> [Problem]
Please write out every entry below, word for word.

### Data under study

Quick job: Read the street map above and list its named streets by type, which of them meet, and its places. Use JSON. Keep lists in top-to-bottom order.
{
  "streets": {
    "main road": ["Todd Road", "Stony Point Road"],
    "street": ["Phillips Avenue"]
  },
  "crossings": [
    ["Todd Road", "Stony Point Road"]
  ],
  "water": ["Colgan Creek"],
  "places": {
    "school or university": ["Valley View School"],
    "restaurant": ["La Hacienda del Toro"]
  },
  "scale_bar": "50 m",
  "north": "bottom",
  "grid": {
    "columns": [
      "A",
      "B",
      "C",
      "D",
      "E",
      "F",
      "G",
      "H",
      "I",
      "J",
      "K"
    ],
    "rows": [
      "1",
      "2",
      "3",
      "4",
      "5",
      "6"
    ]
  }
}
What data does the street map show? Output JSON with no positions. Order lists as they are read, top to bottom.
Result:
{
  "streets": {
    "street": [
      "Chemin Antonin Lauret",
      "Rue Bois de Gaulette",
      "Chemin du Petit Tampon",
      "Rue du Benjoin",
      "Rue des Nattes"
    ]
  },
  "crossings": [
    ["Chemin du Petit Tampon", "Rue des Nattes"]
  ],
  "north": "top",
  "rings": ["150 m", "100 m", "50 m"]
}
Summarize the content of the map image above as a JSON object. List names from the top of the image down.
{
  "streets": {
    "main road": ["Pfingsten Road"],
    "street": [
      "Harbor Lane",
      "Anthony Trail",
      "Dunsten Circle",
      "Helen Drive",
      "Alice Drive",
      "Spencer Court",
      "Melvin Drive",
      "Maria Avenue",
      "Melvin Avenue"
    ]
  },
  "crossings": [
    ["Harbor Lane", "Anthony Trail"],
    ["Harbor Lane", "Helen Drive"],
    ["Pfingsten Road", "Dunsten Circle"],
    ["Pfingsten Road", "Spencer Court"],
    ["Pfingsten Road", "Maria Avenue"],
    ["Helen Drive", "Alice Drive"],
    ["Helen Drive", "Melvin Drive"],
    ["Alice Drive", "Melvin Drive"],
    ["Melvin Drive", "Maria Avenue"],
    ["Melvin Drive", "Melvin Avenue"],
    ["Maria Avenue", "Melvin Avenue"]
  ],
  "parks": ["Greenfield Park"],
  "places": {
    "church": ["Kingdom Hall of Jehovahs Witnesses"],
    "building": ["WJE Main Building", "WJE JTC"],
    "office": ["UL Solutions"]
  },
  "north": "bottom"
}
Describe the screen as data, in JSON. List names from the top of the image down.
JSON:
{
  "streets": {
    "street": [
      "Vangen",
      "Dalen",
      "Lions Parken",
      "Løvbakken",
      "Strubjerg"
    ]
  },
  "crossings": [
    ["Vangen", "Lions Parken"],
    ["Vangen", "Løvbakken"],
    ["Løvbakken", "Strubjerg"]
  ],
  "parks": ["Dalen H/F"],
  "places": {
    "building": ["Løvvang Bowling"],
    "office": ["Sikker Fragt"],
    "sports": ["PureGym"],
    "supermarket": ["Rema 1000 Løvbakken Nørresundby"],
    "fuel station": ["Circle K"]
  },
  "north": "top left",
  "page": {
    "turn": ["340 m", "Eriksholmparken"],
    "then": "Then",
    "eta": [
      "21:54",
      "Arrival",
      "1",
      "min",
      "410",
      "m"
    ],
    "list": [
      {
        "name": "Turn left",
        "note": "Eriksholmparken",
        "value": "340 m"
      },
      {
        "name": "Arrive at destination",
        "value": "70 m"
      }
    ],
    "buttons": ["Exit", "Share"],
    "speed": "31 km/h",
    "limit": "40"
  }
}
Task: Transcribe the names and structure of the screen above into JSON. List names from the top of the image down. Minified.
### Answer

######

> [Response to the task]
Quick job: Read the street map above and list its named streets by type, which of them meet, and its places. Use JSON. Keep lists in top-to-bottom order.
{
  "streets": {
    "main road": ["Todd Road", "Stony Point Road"],
    "street": ["Phillips Avenue"]
  },
  "crossings": [
    ["Todd Road", "Stony Point Road"]
  ],
  "water": ["Colgan Creek"],
  "places": {
    "school or university": ["Valley View School"],
    "restaurant": ["La Hacienda del Toro"]
  },
  "scale_bar": "50 m",
  "north": "bottom",
  "grid": {
    "columns": [
      "A",
      "B",
      "C",
      "D",
      "E",
      "F",
      "G",
      "H",
      "I",
      "J",
      "K"
    ],
    "rows": [
      "1",
      "2",
      "3",
      "4",
      "5",
      "6"
    ]
  }
}
What data does the street map show? Output JSON with no positions. Order lists as they are read, top to bottom.
Result:
{
  "streets": {
    "street": [
      "Chemin Antonin Lauret",
      "Rue Bois de Gaulette",
      "Chemin du Petit Tampon",
      "Rue du Benjoin",
      "Rue des Nattes"
    ]
  },
  "crossings": [
    ["Chemin du Petit Tampon", "Rue des Nattes"]
  ],
  "north": "top",
  "rings": ["150 m", "100 m", "50 m"]
}
Summarize the content of the map image above as a JSON object. List names from the top of the image down.
{
  "streets": {
    "main road": ["Pfingsten Road"],
    "street": [
      "Harbor Lane",
      "Anthony Trail",
      "Dunsten Circle",
      "Helen Drive",
      "Alice Drive",
      "Spencer Court",
      "Melvin Drive",
      "Maria Avenue",
      "Melvin Avenue"
    ]
  },
  "crossings": [
    ["Harbor Lane", "Anthony Trail"],
    ["Harbor Lane", "Helen Drive"],
    ["Pfingsten Road", "Dunsten Circle"],
    ["Pfingsten Road", "Spencer Court"],
    ["Pfingsten Road", "Maria Avenue"],
    ["Helen Drive", "Alice Drive"],
    ["Helen Drive", "Melvin Drive"],
    ["Alice Drive", "Melvin Drive"],
    ["Melvin Drive", "Maria Avenue"],
    ["Melvin Drive", "Melvin Avenue"],
    ["Maria Avenue", "Melvin Avenue"]
  ],
  "parks": ["Greenfield Park"],
  "places": {
    "church": ["Kingdom Hall of Jehovahs Witnesses"],
    "building": ["WJE Main Building", "WJE JTC"],
    "office": ["UL Solutions"]
  },
  "north": "bottom"
}
Describe the screen as data, in JSON. List names from the top of the image down.
JSON:
{
  "streets": {
    "street": [
      "Vangen",
      "Dalen",
      "Lions Parken",
      "Løvbakken",
      "Strubjerg"
    ]
  },
  "crossings": [
    ["Vangen", "Lions Parken"],
    ["Vangen", "Løvbakken"],
    ["Løvbakken", "Strubjerg"]
  ],
  "parks": ["Dalen H/F"],
  "places": {
    "building": ["Løvvang Bowling"],
    "office": ["Sikker Fragt"],
    "sports": ["PureGym"],
    "supermarket": ["Rema 1000 Løvbakken Nørresundby"],
    "fuel station": ["Circle K"]
  },
  "north": "top left",
  "page": {
    "turn": ["340 m", "Eriksholmparken"],
    "then": "Then",
    "eta": [
      "21:54",
      "Arrival",
      "1",
      "min",
      "410",
      "m"
    ],
    "list": [
      {
        "name": "Turn left",
        "note": "Eriksholmparken",
        "value": "340 m"
      },
      {
        "name": "Arrive at destination",
        "value": "70 m"
      }
    ],
    "buttons": ["Exit", "Share"],
    "speed": "31 km/h",
    "limit": "40"
  }
}
Task: Transcribe the names and structure of the screen above into JSON. List names from the top of the image down. Minified.
### Answer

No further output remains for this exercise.